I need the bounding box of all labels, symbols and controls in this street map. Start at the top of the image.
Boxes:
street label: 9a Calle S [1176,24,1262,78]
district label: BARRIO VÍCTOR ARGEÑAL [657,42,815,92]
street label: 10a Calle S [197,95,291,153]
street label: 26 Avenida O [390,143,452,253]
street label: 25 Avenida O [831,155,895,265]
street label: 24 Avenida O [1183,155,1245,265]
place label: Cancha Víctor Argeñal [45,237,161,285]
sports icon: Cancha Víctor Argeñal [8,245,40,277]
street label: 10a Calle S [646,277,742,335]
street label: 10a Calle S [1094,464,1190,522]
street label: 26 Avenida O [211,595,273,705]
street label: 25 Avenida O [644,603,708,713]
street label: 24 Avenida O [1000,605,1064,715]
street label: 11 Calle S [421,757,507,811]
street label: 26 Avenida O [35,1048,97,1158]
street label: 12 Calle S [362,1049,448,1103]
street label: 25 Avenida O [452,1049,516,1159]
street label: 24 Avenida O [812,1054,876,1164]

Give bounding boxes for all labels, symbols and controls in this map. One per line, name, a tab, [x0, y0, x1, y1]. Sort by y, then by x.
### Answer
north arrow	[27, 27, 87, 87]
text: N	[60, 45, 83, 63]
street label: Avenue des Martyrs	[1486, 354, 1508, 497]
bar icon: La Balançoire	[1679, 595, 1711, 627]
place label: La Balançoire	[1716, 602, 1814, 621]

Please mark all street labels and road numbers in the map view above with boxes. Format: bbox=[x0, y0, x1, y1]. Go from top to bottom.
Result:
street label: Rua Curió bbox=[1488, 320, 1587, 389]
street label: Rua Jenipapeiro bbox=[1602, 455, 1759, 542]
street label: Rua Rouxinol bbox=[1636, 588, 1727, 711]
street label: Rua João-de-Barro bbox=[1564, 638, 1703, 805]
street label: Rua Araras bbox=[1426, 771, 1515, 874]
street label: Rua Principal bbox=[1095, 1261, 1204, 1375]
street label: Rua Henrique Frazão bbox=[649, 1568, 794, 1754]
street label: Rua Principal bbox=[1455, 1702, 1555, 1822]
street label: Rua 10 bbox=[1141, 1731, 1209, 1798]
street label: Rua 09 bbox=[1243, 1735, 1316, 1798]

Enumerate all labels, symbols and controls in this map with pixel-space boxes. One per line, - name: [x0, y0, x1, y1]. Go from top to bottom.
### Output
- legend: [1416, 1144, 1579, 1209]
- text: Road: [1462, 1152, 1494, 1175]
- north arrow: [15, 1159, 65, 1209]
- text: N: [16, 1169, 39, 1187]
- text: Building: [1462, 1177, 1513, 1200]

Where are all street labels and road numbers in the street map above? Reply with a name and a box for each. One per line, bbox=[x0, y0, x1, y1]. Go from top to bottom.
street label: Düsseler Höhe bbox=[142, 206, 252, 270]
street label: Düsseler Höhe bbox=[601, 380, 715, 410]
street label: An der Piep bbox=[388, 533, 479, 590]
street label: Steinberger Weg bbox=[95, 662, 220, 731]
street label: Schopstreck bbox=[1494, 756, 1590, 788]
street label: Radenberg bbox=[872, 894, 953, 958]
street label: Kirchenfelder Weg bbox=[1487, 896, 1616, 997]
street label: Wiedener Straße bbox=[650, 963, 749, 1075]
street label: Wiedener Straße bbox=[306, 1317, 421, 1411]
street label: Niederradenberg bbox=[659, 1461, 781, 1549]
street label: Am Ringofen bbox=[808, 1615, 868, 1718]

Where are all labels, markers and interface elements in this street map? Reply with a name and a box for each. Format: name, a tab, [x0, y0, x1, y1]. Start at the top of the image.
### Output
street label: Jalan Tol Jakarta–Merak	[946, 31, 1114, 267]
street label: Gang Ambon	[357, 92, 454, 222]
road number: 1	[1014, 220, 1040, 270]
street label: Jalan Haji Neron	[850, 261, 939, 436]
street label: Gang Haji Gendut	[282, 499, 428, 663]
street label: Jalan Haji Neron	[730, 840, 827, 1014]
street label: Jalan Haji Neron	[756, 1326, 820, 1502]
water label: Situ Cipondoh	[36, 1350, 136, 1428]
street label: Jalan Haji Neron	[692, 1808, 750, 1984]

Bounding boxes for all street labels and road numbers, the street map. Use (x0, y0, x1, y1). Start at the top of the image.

____

* _TO DO_
Look through the material for "Start". Copy each line that has it.

* _EXPECTED ANSWER_
I need the bounding box of all labels, symbols and controls in this street map. Start at the top of the image.
Where are all labels, markers and interface elements in this street map? Reply with a name and a box for each. Format: name, a tab, [x0, y0, x1, y1]. Start at the top of the image.
Bounding boxes for all street labels and road numbers, the street map. Use (x0, y0, x1, y1). Start at the top of the image.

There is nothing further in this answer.